As he staggered into the office, David managed to work a pair of twenties into his good hand and told the clerk to keep the change. He’d cleanse and wrap the bad one as best he could in the room. Maybe even ring up the clerk for some alcohol and bandages in exchange for another twenty. But first the phone. Reach his sister Kristen, then do something about the pain.
David locked and chained the door to Room 7 behind him. The room had a bed, a desk, a chair, a television, and a bureau. That was all, besides a bathroom. God, how he needed a shower. The stench of fear and blood formed a thick coat over his flesh. What remained of his shirt was soaked through with sweat. His long hair was wet and matted.
But the shower could wait. The telephone was on the desk, and he turned on the small lamp over it before dialing Kristen’s number. Eyes perched on the drawn blinds in search of stray headlights, he willed it to ring, his sister to
answer. He let his torn hand dangle and blood from it dripped freely onto the carpet.
One ring. Two.
“Come on,” he urged. “Come on.”
Three rings. Then a click.
Thank God!
“Kristen,” David started.
“Hi, this is Kristen Kurcell. I’m not home right now, but at the tone leave—”
“Damn!”
Five o’clock in the fucking morning and she wasn’t home. Or maybe she was home and just had the machine on so the phone wouldn’t wake her. The message ended. The beep sounded.
“Kristen, are you there? Kristen, it’s David. If you’re there, please pick up. Pick up!”
He was almost shouting in the end, realizing either she wasn’t home or couldn’t hear him.
“Okay,” he continued, settling himself. “I’m in trouble, Kris, big trouble. You’re not gonna believe this, but about an hour ago I saw—”
The door to the motel room smashed inward. The chain rattled. Splinters and shards of wood flew everywhere.
“No,” David muttered, then screamed, “No!”
The big man in black with the ill-fitting straw-colored hair from the base emerged through the remnants of the door. David’s mouth had dropped for a scream when the gun the man was holding coughed twice. The bullets felt like kicks to his chest, pushing his shoulders back against the wall. The telephone slid out of his grasp. His feet weren’t his anymore. He felt himself sliding downward, eyes locking at the last on the receiver floating above the patch of blood that had oozed from his hand.

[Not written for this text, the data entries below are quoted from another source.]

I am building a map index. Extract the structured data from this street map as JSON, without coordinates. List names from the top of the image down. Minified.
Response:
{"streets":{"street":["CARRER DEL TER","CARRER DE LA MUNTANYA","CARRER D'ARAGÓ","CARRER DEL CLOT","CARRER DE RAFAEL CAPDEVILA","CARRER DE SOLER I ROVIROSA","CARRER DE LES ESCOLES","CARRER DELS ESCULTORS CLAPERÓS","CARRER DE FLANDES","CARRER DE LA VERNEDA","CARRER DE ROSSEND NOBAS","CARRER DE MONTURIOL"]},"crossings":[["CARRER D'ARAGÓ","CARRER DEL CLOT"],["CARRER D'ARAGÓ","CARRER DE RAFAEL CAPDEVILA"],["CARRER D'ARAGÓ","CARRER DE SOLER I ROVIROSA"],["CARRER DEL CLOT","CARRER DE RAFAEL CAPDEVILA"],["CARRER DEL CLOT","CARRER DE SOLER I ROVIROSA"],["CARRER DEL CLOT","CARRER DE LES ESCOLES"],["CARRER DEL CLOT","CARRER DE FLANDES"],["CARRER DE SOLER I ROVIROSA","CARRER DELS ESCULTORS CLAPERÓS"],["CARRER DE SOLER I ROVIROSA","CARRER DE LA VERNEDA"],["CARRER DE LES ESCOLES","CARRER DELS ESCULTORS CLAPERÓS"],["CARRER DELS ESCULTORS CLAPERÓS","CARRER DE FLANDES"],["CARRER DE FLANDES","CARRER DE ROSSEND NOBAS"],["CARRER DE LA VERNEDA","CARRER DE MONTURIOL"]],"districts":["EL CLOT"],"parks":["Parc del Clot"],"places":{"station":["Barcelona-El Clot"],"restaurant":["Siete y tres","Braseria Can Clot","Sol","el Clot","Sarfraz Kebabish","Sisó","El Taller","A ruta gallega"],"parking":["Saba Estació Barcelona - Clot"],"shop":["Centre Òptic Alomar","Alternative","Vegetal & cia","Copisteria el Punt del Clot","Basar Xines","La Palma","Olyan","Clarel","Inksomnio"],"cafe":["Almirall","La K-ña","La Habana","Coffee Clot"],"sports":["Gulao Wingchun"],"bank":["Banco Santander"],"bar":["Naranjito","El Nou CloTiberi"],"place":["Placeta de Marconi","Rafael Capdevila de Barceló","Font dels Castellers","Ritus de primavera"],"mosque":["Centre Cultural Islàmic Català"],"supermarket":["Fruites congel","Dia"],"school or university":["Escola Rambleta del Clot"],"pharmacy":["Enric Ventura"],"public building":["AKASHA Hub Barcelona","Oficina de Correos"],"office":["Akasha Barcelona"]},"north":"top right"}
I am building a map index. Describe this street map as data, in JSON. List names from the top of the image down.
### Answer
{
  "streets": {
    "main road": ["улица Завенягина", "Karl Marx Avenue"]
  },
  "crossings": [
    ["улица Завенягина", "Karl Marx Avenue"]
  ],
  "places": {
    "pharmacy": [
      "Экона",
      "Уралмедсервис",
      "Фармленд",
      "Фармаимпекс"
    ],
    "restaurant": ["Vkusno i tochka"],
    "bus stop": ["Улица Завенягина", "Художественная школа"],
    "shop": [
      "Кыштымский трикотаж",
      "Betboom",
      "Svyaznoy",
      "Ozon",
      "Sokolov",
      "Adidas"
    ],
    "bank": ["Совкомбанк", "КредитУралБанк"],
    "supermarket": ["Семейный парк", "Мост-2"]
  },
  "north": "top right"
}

Then the big man loomed over him, something shiny sweeping down toward David’s head, about to dig in when the darkness swallowed everything.
CIA HEADQUARTERS:
THURSDAY, APRIL 14, 1994; 10:00 P.M.
Clifton Jardine, director of the Central Intelligence Agency, looked up from the final page of the report before him.
“How many copies of this are there, Mr. Daniels?”
“You’re reading the only one,” Tom Daniels replied, his voice high and slightly strained. “I typed it myself.”
“On disk?”
“By Olivetti. Sorry for the typos.”
Daniels was forty and had joined the Company straight out of college. Since then he had served effectively in a number of foreign bureaus before returning home to assume the mundane role of assistant deputy director of intelligence. It was a token promotion and one that would allow the Company to bury him in the bureaucracy he seemed best suited for. Nothing about him bode well for future advancement, especially his appearance. Tall and lanky, his plain suits were invariably ill-fitting. He wore his hair slicked down against its natural wave; his glasses were the photosensitive variety, but they never seemed to lighten sufficiently indoors, cloaking any expression his eyes might have shown. His voice was high and squeaky. Clifton Jardine could never recall meeting a man of less charisma. Daniels inspired no degree of confidence whatsoever, but the report the director was shuffling through again now spoke for itself.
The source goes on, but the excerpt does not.